Eaton also reports that Rob Heusevelet, another chaperone, told the men, who appeared to be from another country, that they would get in trouble for having the calf in their car. “They didn’t care,” Heusevelet says. “They sincerely thought they were doing a service and helping that calf by trying to save it from the cold.”
When the rangers intervened, they instructed the men to lead them back to where they found the calf and release it. But after a week, the calf still wasn’t rejoining the herd. In a statement released yesterday, the Park Service announced that they had to euthanize the little bison. “In terms of human safety, this was a dangerous activity because adult animals are very protective of their young and will act aggressively to defend them. In addition, interference by people can cause mothers to reject their offspring,” according to the press release.
Yellowstone bison calf euthanized after father & son brought it in car, thinking it was cold https://t.co/JFZIIzF7fE pic.twitter.com/vNVQy5Yd30— CNN (@CNN) May 16, 2016
Despite multiple efforts, the rangers were unsuccessful in reuniting the newborn bison calf with the herd. The abandoned calf kept approaching people and cars along the roadway, which eventually led to the rangers' decision to euthanized it.
The announcement caused an outcry on social media. Many questioned the decision and suggested that the Park Service should take the calf to a rehabilitation facility. Yet the NPS defended its decision.
“In Yellowstone, it’s not a zoo,” Charissa Reid, a Yellowstone spokeswoman tells The Washington Post. “We don’t manage for individuals; we manage for ecosystems.”

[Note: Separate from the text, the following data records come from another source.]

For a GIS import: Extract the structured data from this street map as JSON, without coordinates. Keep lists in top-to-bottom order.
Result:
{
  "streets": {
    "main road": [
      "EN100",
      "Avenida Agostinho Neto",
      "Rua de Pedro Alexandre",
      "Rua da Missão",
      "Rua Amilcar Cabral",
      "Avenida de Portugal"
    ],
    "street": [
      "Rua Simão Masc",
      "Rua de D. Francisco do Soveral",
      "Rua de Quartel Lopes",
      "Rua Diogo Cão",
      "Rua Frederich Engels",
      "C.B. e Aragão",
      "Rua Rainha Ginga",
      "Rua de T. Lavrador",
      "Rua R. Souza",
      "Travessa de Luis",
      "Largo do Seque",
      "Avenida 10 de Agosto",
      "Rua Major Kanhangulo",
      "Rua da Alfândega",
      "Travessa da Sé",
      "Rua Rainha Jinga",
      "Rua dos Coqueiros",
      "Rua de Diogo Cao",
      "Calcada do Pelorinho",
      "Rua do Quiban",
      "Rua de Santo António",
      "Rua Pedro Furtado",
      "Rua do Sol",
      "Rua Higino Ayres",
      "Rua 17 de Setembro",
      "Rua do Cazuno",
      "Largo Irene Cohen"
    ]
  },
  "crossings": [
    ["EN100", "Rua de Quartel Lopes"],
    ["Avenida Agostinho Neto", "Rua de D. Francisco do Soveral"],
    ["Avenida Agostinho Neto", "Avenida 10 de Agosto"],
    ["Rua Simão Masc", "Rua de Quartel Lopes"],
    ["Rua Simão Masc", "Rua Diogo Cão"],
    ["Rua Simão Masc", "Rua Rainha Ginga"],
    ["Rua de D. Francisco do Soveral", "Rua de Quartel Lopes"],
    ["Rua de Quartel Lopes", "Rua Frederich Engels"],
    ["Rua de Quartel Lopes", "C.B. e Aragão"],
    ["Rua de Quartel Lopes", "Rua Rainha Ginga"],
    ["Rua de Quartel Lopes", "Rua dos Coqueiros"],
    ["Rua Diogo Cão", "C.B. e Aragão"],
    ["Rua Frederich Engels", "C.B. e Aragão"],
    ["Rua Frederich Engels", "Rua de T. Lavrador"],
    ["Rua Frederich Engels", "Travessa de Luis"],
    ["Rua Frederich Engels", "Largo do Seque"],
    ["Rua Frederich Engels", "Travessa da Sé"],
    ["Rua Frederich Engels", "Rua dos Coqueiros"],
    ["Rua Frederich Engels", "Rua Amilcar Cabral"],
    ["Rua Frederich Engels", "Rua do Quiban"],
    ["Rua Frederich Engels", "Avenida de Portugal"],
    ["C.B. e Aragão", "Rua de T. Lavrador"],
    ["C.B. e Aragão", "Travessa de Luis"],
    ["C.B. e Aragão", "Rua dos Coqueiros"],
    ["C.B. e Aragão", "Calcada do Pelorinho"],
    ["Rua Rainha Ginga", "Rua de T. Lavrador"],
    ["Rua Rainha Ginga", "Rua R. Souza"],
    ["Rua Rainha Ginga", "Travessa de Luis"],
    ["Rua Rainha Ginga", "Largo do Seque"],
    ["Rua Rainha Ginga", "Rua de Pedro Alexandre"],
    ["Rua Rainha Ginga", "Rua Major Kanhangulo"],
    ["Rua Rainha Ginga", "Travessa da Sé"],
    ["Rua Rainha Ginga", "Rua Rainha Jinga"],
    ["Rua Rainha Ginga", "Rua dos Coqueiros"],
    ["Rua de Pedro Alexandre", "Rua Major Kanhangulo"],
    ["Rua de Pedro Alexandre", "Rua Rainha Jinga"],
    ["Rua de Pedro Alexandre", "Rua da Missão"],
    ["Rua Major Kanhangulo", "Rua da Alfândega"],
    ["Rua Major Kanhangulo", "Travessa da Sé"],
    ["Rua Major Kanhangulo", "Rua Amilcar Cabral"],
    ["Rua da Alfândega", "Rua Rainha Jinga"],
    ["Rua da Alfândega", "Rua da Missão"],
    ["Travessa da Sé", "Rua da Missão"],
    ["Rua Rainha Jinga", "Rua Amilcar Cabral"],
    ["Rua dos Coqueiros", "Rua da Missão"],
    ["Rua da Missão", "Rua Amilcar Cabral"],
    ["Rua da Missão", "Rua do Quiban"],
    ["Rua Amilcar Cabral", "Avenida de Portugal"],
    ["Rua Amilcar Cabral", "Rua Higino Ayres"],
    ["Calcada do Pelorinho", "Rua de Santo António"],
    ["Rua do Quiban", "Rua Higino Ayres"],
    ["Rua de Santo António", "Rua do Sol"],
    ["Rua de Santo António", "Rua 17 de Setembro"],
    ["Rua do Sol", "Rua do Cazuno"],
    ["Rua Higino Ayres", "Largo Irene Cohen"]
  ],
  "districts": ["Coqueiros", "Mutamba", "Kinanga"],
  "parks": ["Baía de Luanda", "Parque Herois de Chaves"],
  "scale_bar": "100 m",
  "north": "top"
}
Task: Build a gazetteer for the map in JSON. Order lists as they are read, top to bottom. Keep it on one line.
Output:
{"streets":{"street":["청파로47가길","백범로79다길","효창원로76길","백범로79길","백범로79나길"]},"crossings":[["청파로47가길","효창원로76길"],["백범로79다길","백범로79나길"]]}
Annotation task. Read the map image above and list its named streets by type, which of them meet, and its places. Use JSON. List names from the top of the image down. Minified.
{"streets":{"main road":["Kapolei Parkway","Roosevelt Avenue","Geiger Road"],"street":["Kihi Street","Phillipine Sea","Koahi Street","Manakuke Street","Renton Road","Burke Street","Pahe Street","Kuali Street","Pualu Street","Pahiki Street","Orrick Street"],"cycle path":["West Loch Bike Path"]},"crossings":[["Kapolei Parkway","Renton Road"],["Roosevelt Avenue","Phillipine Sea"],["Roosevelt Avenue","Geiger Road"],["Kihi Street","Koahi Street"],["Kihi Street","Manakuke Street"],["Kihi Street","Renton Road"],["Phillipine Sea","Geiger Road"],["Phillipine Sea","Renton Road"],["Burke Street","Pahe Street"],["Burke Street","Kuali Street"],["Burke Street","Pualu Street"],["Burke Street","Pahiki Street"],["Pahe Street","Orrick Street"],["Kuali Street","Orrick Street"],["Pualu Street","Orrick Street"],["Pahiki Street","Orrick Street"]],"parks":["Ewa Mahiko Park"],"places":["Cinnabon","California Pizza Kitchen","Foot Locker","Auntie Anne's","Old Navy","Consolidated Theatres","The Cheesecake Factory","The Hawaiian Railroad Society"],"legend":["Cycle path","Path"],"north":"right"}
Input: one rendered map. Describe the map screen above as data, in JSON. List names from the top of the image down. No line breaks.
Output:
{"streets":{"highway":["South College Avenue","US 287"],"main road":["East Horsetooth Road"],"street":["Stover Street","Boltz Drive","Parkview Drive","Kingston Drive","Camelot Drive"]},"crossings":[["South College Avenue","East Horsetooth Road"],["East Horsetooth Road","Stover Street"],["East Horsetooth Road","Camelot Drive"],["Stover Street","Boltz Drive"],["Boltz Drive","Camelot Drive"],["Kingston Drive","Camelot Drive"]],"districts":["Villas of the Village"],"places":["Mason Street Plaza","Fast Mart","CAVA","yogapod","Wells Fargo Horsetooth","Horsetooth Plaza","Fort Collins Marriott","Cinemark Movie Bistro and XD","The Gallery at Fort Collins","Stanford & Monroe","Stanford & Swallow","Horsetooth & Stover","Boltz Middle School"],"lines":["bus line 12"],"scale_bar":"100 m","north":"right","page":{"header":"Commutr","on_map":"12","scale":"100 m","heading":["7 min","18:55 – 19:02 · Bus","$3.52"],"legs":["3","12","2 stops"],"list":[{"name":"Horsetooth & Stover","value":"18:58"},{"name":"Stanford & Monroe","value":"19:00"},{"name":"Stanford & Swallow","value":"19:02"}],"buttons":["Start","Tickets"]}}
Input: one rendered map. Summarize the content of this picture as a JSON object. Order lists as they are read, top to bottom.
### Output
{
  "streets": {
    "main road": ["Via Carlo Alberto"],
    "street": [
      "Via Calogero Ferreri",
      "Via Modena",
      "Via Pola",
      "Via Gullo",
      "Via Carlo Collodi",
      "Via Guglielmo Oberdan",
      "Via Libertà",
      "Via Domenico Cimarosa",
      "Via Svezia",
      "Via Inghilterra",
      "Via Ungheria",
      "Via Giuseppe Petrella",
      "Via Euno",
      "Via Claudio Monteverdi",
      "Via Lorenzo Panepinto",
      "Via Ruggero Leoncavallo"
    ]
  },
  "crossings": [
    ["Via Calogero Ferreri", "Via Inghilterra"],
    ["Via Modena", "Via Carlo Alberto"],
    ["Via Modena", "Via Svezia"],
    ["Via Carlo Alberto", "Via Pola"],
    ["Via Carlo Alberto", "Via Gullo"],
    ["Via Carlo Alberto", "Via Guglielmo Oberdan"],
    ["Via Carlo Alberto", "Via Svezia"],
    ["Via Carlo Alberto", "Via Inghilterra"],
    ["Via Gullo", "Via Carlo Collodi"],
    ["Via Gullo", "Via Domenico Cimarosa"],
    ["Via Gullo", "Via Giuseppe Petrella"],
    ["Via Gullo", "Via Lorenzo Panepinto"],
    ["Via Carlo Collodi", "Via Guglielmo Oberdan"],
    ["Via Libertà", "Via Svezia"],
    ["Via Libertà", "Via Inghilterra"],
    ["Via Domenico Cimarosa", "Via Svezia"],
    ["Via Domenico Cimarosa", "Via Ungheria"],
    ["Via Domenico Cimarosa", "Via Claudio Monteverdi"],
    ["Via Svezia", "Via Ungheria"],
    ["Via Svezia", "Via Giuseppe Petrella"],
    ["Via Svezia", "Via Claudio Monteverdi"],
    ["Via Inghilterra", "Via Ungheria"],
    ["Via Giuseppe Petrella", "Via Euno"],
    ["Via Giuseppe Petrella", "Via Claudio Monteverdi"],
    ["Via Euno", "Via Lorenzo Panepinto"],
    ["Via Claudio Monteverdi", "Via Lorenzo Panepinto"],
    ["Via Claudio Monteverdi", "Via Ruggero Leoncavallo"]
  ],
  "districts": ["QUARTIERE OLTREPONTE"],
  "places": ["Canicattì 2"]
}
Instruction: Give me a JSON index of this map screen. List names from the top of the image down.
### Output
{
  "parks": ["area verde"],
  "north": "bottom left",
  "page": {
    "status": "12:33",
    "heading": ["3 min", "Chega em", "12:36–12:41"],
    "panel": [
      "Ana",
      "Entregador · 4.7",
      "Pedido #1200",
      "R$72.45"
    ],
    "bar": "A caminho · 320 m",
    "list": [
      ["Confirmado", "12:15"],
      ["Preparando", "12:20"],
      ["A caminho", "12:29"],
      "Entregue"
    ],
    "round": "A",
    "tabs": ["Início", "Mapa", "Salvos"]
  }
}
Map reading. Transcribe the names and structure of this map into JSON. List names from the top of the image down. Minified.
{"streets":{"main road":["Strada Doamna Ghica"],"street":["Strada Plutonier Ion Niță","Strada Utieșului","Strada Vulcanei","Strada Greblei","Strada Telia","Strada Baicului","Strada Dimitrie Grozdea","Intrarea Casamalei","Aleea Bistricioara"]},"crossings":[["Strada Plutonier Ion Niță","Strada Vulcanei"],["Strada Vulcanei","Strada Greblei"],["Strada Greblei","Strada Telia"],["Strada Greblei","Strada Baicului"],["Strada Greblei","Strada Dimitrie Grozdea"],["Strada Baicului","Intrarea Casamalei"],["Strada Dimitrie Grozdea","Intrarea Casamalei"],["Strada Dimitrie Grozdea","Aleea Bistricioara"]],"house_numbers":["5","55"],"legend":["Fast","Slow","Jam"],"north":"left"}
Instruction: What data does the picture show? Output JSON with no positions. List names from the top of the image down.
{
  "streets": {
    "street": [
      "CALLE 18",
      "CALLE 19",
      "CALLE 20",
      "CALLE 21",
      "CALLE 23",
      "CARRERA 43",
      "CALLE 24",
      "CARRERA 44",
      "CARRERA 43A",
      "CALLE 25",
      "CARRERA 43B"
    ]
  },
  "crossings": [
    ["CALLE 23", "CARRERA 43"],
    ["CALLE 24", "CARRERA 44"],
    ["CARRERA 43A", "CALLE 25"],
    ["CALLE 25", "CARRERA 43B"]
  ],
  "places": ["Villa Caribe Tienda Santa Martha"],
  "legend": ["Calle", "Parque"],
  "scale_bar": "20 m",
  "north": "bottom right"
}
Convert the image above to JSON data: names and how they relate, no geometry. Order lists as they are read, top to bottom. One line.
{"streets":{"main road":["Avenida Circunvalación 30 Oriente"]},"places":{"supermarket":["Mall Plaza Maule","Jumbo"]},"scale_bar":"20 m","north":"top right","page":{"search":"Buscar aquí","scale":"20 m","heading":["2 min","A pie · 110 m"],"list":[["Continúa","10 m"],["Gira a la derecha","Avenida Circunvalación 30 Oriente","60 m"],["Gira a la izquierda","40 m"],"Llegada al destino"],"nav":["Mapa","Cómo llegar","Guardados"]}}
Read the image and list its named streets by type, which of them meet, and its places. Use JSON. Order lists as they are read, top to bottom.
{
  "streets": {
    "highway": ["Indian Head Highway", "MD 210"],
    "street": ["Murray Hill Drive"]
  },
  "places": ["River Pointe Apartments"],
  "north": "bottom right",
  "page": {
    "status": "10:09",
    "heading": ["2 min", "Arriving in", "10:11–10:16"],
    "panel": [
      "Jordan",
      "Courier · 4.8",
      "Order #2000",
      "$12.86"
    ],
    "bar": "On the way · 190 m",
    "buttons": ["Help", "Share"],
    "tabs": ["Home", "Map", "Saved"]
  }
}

The incident with the calf is just one of many run-ins with the 4,900 bison at Yellowstone. The NPS release points to a video recently circulating of a visitor approaching within an arm’s length of an adult bison and another where visitors took selfies with the giant animals from an unsafe distance. Last year five Yellowstone visitors were seriously injured after getting too close to the newly minted National Mammal.
Reid also reported that the calf-nappers received a $110 ticket and that the National Parks’ Investigative Service may issue more charges.